**EXTRACTED RECORDS:**

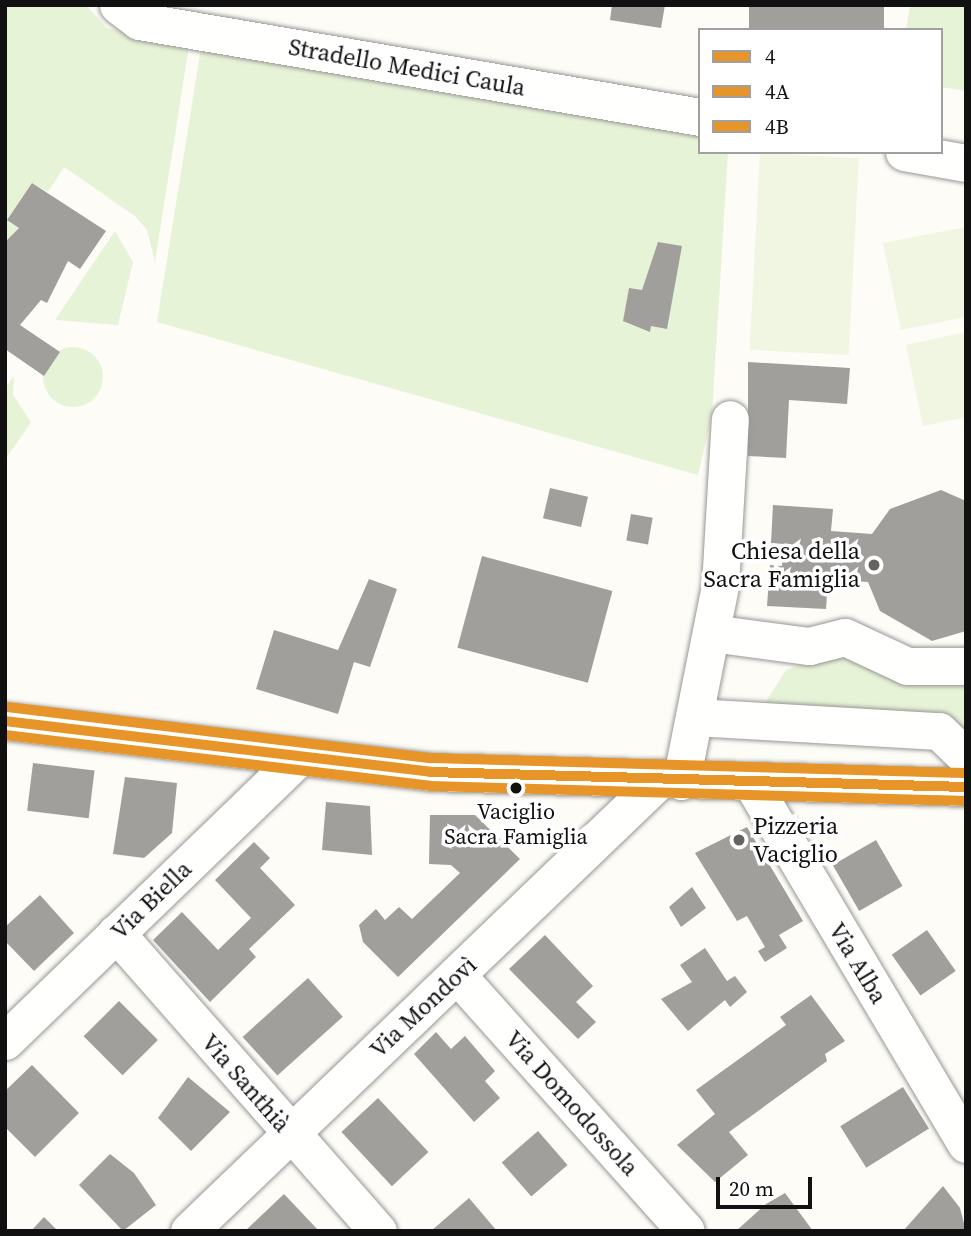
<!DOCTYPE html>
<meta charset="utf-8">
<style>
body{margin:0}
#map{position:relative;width:971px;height:1236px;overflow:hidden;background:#fdfcf7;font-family:"Source Serif 4",serif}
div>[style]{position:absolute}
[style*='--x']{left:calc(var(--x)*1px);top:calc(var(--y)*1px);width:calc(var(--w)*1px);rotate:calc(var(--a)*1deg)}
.green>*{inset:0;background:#e7f3d7}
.round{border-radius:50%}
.pitch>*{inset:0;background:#f0f6e1;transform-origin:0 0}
.building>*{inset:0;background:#a19f9c;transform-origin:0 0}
.roads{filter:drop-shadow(0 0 2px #979795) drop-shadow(0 0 2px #979795)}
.minor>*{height:37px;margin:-18.5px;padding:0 18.5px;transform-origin:18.5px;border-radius:18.5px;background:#fffffe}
.bus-1>*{height:10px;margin:-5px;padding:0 5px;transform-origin:5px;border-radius:5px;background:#e79428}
.bus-2>*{height:10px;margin:-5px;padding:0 5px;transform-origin:5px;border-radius:5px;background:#e79428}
.bus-3>*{height:10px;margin:-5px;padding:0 5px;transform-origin:5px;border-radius:5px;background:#e79428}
.dots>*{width:19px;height:19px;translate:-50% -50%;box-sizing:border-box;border:4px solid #fff;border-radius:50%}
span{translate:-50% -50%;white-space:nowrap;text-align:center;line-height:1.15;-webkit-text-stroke:7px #fff;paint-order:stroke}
.bus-label{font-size:22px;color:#111}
.street-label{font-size:24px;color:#111}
.poi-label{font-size:24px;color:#111}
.right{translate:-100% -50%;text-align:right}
.left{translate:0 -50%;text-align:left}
.frame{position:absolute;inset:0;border:7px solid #111;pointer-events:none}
.legend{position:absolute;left:698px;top:28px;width:245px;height:126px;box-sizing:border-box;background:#fff;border:2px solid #a0a0a0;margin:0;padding:9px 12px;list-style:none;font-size:21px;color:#111}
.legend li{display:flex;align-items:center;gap:14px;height:35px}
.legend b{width:35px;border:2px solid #a0a0a0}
.scale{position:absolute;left:716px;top:1177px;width:96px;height:32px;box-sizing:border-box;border:4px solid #111;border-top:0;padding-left:9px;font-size:21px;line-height:24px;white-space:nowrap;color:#111;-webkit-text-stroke:5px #fff;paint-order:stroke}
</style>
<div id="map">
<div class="green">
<div style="clip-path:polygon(86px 5px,107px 28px,189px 46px,155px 262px,147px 230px,135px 216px,64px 167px,48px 192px,32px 183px,7px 220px,19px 228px,5px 242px,5px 7px)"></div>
<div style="clip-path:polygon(910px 5px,966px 5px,966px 91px,941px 87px,941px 30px,906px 30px)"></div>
<div style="clip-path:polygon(201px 48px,700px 130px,700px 152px,728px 152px,712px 414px,698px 475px,157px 322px)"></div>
<div style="clip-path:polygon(115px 231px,133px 262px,118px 325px,55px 320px)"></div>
<div class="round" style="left:43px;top:347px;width:60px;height:60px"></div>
<div style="clip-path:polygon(14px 376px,13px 395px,31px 422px,5px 460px,5px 388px)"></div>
<div style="clip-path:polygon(840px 651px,903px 679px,966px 681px,966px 739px,760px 711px,786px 670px)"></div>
</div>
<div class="pitch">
<div style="left:760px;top:153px;width:99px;height:197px;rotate:3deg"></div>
<div style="clip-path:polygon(966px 227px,966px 317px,901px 330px,883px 243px)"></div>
<div style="clip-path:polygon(966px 332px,966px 417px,923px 426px,906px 345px)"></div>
</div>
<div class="building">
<div style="clip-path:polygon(612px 5px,665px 5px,661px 28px,610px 20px)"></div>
<div style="left:749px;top:5px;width:135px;height:25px"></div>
<div style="clip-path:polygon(32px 183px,106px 231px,80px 269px,68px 261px,47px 303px,41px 300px,20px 325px,60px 352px,44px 376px,5px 349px,5px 242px,19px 228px,7px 220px)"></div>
<div style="clip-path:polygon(658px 242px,682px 246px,667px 329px,651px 326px,650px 332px,623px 321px,629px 288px,642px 290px)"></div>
<div style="clip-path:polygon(748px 362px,850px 368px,847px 404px,789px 400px,786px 458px,748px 456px)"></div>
<div style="left:550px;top:488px;width:39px;height:31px;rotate:13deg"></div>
<div style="clip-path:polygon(941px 490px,966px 501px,966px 631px,932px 641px,880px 611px,868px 582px,828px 579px,826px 609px,767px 606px,770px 565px,782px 566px,783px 544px,771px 543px,773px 505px,833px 509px,831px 531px,872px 534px,890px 509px)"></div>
<div style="left:631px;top:514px;width:22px;height:27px;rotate:10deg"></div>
<div style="left:482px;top:556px;width:135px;height:95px;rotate:15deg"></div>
<div style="clip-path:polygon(369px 579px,397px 589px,370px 667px,354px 662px,338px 714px,256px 689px,274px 630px,338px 650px)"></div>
<div style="left:33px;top:763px;width:62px;height:48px;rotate:7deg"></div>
<div style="clip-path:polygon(125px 777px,177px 783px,172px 833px,144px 858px,113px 854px)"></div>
<div style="clip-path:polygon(326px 802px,370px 806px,372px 855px,322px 850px)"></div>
<div style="clip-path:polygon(430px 815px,475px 815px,520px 859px,398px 977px,363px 942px,359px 925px,376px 909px,385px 920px,399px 907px,412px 919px,460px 873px,451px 865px,429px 864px)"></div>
<div style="clip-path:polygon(747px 827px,803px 921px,779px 935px,787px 948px,765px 962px,758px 951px,765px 947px,747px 916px,737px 921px,695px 853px)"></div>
<div style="left:876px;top:840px;width:53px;height:50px;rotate:60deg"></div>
<div style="clip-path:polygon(254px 842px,270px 858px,260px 868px,295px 905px,249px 949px,256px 957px,210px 1002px,153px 940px,182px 912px,218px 950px,251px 918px,215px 880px)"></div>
<div style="clip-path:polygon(692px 887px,706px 908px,681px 927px,669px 907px)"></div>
<div style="clip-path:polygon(40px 895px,74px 933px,34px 971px,5px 941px,5px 927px)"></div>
<div style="left:927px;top:930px;width:50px;height:43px;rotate:55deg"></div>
<div style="clip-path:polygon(545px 935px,593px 986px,576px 1002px,596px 1022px,578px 1039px,509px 969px)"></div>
<div style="clip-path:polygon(705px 948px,727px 981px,735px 976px,747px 992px,730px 1007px,725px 1000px,688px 1031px,661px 999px,692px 982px,680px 965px)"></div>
<div style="left:308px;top:978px;width:52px;height:88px;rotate:48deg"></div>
<div style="clip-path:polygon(811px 995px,845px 1041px,825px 1054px,827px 1061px,729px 1132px,748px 1155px,715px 1182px,677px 1145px,715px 1114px,696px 1090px,786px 1025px,780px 1017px)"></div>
<div style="left:119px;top:1001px;width:55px;height:50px;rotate:45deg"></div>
<div style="clip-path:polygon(436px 1032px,451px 1049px,465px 1036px,495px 1071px,485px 1081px,500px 1098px,474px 1122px,414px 1054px)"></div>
<div style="clip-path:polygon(32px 1065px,79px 1113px,35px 1157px,5px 1127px,5px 1091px)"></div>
<div style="clip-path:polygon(188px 1077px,230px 1112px,191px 1151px,158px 1118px)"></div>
<div style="left:903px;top:1087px;width:49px;height:74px;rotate:58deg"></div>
<div style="left:378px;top:1098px;width:74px;height:50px;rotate:47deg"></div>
<div style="left:538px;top:1131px;width:45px;height:48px;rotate:49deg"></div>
<div style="clip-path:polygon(110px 1154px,134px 1173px,156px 1205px,123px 1231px,79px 1185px)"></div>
<div style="clip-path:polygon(943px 1186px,960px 1208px,966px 1231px,903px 1231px)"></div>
<div style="clip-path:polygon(785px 1193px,813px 1231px,736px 1231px,766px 1204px)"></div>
<div style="clip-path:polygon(284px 1194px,319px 1231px,245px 1231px)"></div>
<div style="clip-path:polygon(469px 1198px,497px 1231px,431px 1231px)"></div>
<div style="clip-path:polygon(44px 1217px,58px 1231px,31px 1231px)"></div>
</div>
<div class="roads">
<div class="minor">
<div style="--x:118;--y:5;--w:26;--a:37"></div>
<div style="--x:139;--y:21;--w:569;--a:9.71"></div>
<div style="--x:904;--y:152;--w:63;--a:10.1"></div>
<div style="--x:711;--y:633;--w:99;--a:7.6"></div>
<div style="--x:809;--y:646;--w:37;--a:-14"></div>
<div style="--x:845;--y:637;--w:68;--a:25.1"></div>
<div style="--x:907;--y:666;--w:59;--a:0"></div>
<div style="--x:694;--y:717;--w:245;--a:3.3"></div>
<div style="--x:939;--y:731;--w:37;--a:44"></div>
<div style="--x:5;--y:721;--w:428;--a:6.8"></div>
<div style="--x:430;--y:772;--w:536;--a:1.6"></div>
<div style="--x:681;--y:781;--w:200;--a:-78.7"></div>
<div style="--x:720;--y:585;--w:166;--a:-86.6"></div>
<div style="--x:751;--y:782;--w:421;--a:59.3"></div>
<div style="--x:116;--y:933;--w:397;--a:48.7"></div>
<div style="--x:457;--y:975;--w:343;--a:48.2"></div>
<div style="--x:5;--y:1041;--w:406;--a:-44"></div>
<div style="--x:189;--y:1231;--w:649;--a:-43.81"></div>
</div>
</div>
<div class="bus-1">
<div style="--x:5;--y:721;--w:428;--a:6.8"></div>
<div style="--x:430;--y:772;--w:536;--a:1.6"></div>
</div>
<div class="bus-2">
<div style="--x:5;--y:735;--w:428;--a:6.8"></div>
<div style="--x:430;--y:786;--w:536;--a:1.6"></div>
</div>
<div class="bus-3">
<div style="--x:7;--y:707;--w:427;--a:6.9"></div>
<div style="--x:431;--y:758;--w:535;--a:1.61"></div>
</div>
<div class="dots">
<div style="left:874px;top:565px;background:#646362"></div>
<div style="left:516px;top:788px;background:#111"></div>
<div style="left:739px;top:840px;background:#646362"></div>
</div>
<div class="bus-label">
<span style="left:516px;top:824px">Vaciglio<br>Sacra Famiglia</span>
</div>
<div class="street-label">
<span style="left:407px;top:67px;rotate:10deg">Stradello Medici Caula</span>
<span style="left:151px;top:900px;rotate:-44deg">Via Biella</span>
<span style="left:858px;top:963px;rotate:59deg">Via Alba</span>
<span style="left:423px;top:1007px;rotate:-43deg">Via Mondovì</span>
<span style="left:246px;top:1083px;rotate:49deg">Via Santhià</span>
<span style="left:572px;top:1103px;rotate:48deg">Via Domodossola</span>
</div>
<div class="poi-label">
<span class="right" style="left:860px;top:565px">Chiesa della<br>Sacra Famiglia</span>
<span class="left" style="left:753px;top:840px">Pizzeria<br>Vaciglio</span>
</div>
<div class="frame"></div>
<ul class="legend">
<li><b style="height:9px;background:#e79428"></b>4</li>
<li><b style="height:9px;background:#e79428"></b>4A</li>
<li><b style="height:9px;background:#e79428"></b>4B</li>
</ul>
<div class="scale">20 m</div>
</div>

**WHAT YOU HAVE TO DO:**
Exactly the lines from the top of the listing through the line with "2px #979795) drop-shadow(0", and no pictures, should be printed.

**SOLUTION TO THE PROBLEM:**
<!DOCTYPE html>
<meta charset="utf-8">
<style>
body{margin:0}
#map{position:relative;width:971px;height:1236px;overflow:hidden;background:#fdfcf7;font-family:"Source Serif 4",serif}
div>[style]{position:absolute}
[style*='--x']{left:calc(var(--x)*1px);top:calc(var(--y)*1px);width:calc(var(--w)*1px);rotate:calc(var(--a)*1deg)}
.green>*{inset:0;background:#e7f3d7}
.round{border-radius:50%}
.pitch>*{inset:0;background:#f0f6e1;transform-origin:0 0}
.building>*{inset:0;background:#a19f9c;transform-origin:0 0}
.roads{filter:drop-shadow(0 0 2px #979795) drop-shadow(0 0 2px #979795)}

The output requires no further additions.